▶ [Task statement] Each entry below must be repeated exactly, with pictures left out.

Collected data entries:
=== Begin Enclosure ===
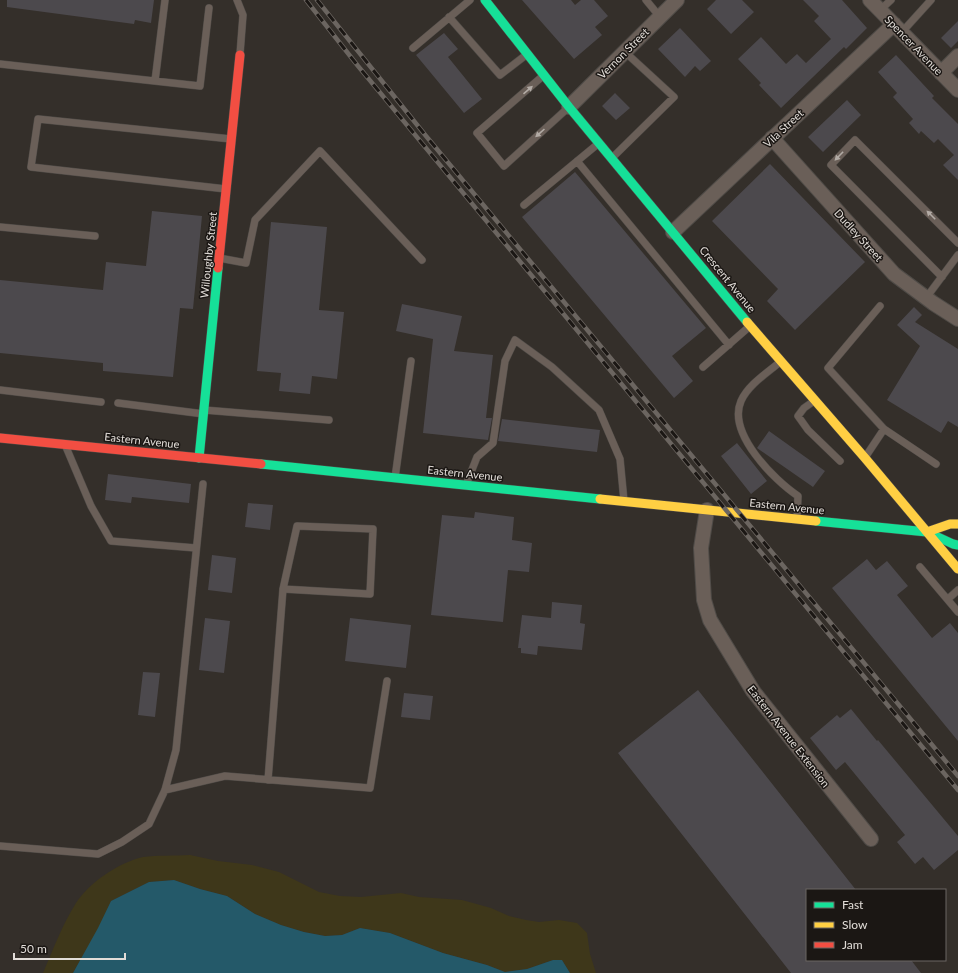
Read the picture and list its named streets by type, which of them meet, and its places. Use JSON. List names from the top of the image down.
{
  "streets": {
    "street": [
      "Spencer Avenue",
      "Vernon Street",
      "Vila Street",
      "Dudley Street",
      "Willoughby Street",
      "Crescent Avenue",
      "Eastern Avenue",
      "Eastern Avenue Extension"
    ]
  },
  "crossings": [
    ["Spencer Avenue", "Vila Street"],
    ["Vernon Street", "Crescent Avenue"],
    ["Vila Street", "Dudley Street"],
    ["Vila Street", "Crescent Avenue"],
    ["Willoughby Street", "Eastern Avenue"],
    ["Crescent Avenue", "Eastern Avenue"],
    ["Eastern Avenue", "Eastern Avenue Extension"]
  ],
  "legend": ["Fast", "Slow", "Jam"],
  "scale_bar": "50 m"
}
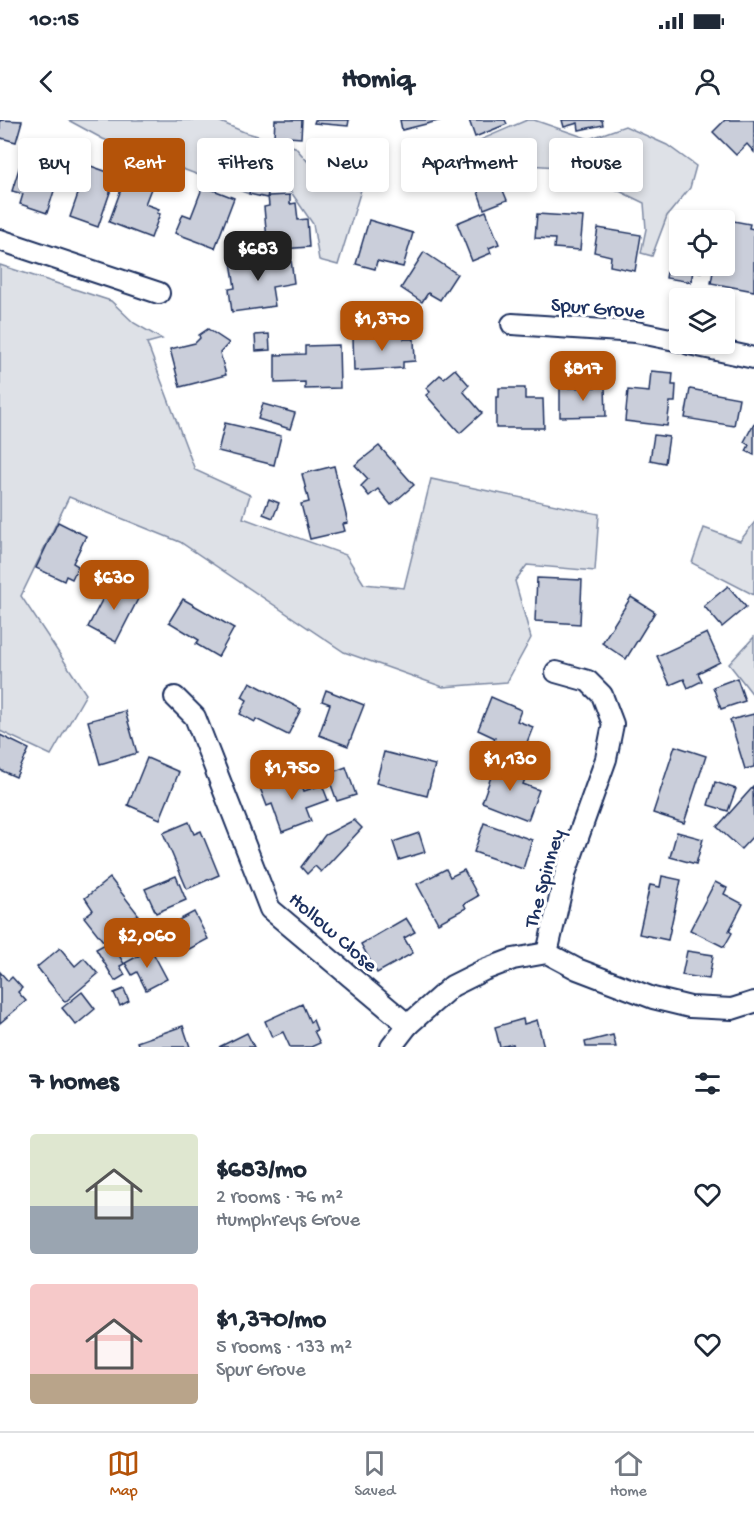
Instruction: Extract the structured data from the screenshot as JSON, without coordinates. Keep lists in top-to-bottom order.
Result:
{
  "streets": {
    "street": ["Spur Grove", "The Spinney", "Hollow Close"]
  },
  "page": {
    "status": "10:15",
    "header": "Homiq",
    "chip": [
      "Buy",
      "Rent",
      "Filters",
      "New",
      "Apartment",
      "House"
    ],
    "price": [
      "$683",
      "$1,370",
      "$817",
      "$630",
      "$1,130",
      "$1,750",
      "$2,060"
    ],
    "heading": "7 homes",
    "list": [
      {
        "name": "$683/mo",
        "note": "2 rooms · 76 m² · Humphreys Grove"
      },
      {
        "name": "$1,370/mo",
        "note": "5 rooms · 133 m² · Spur Grove"
      }
    ],
    "tabs": ["Map", "Saved", "Home"]
  }
}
=== End Enclosure ===
▶ [Answer to the exercise]
Read the picture and list its named streets by type, which of them meet, and its places. Use JSON. List names from the top of the image down.
{
  "streets": {
    "street": [
      "Spencer Avenue",
      "Vernon Street",
      "Vila Street",
      "Dudley Street",
      "Willoughby Street",
      "Crescent Avenue",
      "Eastern Avenue",
      "Eastern Avenue Extension"
    ]
  },
  "crossings": [
    ["Spencer Avenue", "Vila Street"],
    ["Vernon Street", "Crescent Avenue"],
    ["Vila Street", "Dudley Street"],
    ["Vila Street", "Crescent Avenue"],
    ["Willoughby Street", "Eastern Avenue"],
    ["Crescent Avenue", "Eastern Avenue"],
    ["Eastern Avenue", "Eastern Avenue Extension"]
  ],
  "legend": ["Fast", "Slow", "Jam"],
  "scale_bar": "50 m"
}
Instruction: Extract the structured data from the screenshot as JSON, without coordinates. Keep lists in top-to-bottom order.
Result:
{
  "streets": {
    "street": ["Spur Grove", "The Spinney", "Hollow Close"]
  },
  "page": {
    "status": "10:15",
    "header": "Homiq",
    "chip": [
      "Buy",
      "Rent",
      "Filters",
      "New",
      "Apartment",
      "House"
    ],
    "price": [
      "$683",
      "$1,370",
      "$817",
      "$630",
      "$1,130",
      "$1,750",
      "$2,060"
    ],
    "heading": "7 homes",
    "list": [
      {
        "name": "$683/mo",
        "note": "2 rooms · 76 m² · Humphreys Grove"
      },
      {
        "name": "$1,370/mo",
        "note": "5 rooms · 133 m² · Spur Grove"
      }
    ],
    "tabs": ["Map", "Saved", "Home"]
  }
}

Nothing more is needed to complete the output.